[Start of Attachment]
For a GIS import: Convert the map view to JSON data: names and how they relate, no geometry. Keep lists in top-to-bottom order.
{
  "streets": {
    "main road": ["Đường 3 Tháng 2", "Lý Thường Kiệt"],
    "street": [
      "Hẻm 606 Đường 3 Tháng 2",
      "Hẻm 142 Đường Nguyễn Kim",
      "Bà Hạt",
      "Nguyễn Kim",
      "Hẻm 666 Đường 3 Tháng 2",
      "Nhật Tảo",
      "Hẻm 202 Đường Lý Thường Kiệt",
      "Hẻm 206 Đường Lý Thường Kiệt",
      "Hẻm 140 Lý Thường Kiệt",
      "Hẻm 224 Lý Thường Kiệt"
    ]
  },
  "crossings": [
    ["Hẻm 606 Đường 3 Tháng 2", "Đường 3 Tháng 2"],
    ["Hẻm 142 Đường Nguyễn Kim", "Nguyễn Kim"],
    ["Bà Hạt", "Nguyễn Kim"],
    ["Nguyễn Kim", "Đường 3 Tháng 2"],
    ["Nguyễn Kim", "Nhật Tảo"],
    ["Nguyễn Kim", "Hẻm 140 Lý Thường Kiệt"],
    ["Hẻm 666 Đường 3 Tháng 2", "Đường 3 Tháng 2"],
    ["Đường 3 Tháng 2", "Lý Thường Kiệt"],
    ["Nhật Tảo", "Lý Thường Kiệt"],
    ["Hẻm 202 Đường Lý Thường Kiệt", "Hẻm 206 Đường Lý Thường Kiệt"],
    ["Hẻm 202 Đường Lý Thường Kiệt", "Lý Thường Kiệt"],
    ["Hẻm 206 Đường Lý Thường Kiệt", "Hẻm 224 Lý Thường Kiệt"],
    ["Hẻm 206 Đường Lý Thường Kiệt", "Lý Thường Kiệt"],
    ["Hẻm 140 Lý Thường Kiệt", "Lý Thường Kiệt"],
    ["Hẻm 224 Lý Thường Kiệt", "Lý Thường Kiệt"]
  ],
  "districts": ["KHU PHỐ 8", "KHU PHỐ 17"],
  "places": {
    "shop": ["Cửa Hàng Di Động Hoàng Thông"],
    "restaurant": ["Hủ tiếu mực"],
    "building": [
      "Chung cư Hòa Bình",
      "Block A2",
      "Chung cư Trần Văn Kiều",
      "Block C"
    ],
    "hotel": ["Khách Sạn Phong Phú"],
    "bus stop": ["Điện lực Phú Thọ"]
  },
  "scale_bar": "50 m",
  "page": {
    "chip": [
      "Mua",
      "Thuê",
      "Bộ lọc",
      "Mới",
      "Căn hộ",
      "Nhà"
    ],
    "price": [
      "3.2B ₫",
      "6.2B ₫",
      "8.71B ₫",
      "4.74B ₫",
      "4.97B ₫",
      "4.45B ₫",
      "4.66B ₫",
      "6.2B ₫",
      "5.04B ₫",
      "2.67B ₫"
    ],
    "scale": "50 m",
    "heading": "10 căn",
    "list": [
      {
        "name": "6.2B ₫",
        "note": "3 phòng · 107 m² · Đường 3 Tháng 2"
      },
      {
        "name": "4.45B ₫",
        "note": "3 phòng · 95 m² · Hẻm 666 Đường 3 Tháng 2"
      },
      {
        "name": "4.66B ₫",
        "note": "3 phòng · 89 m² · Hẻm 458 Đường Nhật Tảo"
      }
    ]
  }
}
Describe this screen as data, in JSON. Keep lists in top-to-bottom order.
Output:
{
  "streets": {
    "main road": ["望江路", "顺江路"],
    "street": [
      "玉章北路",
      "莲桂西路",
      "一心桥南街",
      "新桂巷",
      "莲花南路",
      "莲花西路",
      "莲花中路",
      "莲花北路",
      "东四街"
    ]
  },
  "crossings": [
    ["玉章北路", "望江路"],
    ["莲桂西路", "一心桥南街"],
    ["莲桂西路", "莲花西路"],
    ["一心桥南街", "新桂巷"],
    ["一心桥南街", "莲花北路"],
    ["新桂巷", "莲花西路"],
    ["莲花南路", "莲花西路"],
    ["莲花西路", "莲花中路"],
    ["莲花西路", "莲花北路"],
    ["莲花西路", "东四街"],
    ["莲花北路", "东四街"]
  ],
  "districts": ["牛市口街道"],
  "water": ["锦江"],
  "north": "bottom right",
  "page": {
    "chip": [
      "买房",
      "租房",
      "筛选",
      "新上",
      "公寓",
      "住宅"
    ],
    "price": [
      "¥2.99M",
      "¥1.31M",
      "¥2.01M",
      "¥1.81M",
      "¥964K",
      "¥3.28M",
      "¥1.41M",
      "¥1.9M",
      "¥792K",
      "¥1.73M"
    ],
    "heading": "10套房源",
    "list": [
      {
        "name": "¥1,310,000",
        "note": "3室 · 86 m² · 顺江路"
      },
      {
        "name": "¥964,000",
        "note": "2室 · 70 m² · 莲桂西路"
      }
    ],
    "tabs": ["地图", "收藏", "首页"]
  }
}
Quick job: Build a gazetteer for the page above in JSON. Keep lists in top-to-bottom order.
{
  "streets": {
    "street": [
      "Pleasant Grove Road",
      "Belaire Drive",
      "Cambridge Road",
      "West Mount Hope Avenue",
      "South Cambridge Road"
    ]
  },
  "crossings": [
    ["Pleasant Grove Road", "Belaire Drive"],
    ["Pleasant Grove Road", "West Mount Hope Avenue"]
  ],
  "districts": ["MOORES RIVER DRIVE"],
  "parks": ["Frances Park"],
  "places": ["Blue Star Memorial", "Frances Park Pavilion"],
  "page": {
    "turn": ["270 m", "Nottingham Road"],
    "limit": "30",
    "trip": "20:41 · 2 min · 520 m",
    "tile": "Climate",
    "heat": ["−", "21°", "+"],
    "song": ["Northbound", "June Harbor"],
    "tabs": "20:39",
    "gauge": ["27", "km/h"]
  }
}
[End of Attachment]
| EXERCISE |
Select every line in the records above that contains the word "data".

| ANSWER BELOW |
For a GIS import: Convert the map view to JSON data: names and how they relate, no geometry. Keep lists in top-to-bottom order.
Describe this screen as data, in JSON. Keep lists in top-to-bottom order.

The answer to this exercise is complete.